* [Available data]
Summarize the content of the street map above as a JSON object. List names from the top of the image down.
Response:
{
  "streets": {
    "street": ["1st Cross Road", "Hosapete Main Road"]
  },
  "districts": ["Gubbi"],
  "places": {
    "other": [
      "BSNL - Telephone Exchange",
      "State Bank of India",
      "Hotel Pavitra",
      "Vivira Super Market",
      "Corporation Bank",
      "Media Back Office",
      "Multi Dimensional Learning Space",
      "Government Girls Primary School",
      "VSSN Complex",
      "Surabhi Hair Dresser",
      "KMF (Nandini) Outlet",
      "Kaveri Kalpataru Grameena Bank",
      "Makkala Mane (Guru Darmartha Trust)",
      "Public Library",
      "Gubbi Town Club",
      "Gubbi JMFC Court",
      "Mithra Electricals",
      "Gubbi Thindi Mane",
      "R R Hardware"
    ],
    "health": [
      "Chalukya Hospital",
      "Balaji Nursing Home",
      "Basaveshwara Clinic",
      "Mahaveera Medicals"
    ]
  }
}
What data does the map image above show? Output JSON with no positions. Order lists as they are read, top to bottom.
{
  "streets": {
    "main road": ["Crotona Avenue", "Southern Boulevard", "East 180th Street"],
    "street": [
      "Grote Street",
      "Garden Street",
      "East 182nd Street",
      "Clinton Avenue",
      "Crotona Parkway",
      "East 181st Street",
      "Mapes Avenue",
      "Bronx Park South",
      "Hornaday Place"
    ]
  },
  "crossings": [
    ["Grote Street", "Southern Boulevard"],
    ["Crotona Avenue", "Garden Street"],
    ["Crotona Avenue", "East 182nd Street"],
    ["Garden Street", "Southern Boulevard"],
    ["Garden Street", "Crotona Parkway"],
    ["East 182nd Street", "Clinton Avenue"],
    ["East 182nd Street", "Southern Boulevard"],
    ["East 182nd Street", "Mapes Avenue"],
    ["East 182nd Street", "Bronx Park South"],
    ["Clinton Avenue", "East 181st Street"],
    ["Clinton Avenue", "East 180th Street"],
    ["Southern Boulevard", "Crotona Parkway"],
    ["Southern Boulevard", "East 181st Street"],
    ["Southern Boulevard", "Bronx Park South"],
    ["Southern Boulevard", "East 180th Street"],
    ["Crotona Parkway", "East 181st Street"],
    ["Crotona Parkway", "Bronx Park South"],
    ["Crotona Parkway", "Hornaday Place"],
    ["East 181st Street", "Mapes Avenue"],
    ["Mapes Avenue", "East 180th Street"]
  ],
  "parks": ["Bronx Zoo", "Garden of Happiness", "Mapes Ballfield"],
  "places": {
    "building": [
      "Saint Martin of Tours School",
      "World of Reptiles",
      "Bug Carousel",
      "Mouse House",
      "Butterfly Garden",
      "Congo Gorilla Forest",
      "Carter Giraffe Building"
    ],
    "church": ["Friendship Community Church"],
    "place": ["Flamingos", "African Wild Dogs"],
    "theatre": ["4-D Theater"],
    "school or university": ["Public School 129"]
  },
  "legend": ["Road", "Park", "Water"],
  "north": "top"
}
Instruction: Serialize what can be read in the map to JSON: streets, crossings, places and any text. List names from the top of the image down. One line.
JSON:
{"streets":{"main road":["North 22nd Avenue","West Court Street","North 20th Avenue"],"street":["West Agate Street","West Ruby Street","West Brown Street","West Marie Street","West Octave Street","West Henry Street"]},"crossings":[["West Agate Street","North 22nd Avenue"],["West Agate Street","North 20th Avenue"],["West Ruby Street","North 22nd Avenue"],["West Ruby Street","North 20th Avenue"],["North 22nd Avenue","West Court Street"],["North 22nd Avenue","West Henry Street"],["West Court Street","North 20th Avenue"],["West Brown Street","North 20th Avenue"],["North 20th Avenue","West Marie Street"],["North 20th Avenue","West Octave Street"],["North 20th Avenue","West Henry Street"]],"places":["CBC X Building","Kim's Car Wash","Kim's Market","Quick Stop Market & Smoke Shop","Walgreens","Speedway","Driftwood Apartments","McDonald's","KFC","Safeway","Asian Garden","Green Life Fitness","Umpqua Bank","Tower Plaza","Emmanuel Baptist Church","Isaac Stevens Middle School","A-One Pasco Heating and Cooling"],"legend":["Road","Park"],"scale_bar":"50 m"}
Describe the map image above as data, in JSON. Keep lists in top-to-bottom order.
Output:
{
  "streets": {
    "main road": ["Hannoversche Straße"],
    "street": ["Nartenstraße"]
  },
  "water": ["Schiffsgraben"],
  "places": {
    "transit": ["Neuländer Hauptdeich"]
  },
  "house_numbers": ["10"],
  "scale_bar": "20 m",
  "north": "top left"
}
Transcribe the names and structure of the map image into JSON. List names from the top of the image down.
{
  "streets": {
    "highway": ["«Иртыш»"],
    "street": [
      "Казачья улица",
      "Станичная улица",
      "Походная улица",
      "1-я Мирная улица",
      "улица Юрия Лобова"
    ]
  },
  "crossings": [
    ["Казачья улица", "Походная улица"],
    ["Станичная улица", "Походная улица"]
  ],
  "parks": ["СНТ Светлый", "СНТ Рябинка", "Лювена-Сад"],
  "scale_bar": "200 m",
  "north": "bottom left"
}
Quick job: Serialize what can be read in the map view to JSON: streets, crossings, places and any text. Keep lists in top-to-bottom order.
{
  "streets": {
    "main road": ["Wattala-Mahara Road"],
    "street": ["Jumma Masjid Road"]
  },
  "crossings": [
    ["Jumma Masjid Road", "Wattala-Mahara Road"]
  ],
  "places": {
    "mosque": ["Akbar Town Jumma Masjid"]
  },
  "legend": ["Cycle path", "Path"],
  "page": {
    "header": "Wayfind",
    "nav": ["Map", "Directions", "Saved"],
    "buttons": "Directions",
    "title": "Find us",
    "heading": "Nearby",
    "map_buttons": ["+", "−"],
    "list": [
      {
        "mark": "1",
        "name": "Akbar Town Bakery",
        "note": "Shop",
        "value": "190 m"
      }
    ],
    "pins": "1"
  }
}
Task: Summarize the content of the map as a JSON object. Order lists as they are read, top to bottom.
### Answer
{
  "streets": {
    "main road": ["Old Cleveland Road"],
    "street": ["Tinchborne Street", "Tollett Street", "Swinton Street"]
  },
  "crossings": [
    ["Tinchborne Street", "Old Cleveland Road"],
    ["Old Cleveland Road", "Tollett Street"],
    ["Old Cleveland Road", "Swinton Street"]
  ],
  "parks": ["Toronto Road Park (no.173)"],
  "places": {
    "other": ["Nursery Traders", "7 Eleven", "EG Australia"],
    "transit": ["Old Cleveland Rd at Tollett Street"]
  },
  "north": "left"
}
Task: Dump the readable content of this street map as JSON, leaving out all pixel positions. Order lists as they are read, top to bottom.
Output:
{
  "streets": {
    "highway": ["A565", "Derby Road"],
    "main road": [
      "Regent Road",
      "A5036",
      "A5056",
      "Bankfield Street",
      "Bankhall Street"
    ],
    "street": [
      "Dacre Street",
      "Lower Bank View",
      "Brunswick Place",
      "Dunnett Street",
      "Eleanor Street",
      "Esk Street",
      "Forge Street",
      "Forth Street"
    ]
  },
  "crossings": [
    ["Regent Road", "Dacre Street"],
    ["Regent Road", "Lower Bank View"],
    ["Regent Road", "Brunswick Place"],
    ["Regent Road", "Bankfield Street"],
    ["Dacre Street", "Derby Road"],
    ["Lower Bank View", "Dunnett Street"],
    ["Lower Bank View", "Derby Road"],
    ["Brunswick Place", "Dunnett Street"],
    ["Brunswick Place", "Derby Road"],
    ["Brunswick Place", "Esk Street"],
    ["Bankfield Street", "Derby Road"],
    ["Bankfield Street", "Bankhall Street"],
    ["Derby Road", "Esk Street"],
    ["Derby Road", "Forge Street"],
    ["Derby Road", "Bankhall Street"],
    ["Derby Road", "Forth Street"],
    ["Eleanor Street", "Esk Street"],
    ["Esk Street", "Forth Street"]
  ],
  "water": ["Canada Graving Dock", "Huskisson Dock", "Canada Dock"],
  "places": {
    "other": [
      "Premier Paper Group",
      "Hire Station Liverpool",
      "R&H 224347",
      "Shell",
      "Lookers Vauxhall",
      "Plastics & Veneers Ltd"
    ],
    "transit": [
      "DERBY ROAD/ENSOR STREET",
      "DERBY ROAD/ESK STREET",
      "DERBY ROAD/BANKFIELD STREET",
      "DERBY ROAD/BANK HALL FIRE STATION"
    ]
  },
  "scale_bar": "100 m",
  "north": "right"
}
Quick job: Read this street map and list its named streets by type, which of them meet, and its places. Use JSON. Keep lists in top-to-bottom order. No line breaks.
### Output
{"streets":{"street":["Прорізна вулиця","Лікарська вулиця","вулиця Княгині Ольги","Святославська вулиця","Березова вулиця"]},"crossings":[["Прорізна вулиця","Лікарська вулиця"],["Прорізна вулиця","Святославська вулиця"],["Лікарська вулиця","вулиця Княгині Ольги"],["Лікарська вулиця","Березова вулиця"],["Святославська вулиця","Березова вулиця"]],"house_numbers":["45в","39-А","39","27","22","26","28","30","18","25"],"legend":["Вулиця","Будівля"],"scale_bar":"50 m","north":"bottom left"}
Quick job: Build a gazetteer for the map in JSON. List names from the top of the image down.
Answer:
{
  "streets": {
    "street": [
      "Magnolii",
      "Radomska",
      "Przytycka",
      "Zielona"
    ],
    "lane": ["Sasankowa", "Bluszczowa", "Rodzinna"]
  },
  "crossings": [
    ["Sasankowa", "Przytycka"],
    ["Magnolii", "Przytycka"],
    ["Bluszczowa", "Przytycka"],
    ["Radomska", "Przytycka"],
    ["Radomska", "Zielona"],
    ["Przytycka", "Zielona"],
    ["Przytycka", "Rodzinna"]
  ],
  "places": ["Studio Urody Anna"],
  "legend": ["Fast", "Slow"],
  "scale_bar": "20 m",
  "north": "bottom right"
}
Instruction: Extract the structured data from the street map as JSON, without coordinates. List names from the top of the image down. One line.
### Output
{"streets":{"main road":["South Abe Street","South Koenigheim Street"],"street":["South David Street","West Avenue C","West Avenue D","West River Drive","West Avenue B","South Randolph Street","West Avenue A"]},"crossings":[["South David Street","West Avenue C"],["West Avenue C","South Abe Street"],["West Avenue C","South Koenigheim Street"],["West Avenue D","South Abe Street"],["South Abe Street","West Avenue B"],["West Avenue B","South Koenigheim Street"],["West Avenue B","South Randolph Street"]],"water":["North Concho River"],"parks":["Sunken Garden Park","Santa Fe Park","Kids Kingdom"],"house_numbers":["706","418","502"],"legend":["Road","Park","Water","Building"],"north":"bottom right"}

* [Exercise directions] Above are the entries. Quote exactly the lines from the one bearing "Quick job: Read" through the one bearing "Quick job: Build".

* [Solution]
Quick job: Read this street map and list its named streets by type, which of them meet, and its places. Use JSON. Keep lists in top-to-bottom order. No line breaks.
### Output
{"streets":{"street":["Прорізна вулиця","Лікарська вулиця","вулиця Княгині Ольги","Святославська вулиця","Березова вулиця"]},"crossings":[["Прорізна вулиця","Лікарська вулиця"],["Прорізна вулиця","Святославська вулиця"],["Лікарська вулиця","вулиця Княгині Ольги"],["Лікарська вулиця","Березова вулиця"],["Святославська вулиця","Березова вулиця"]],"house_numbers":["45в","39-А","39","27","22","26","28","30","18","25"],"legend":["Вулиця","Будівля"],"scale_bar":"50 m","north":"bottom left"}
Quick job: Build a gazetteer for the map in JSON. List names from the top of the image down.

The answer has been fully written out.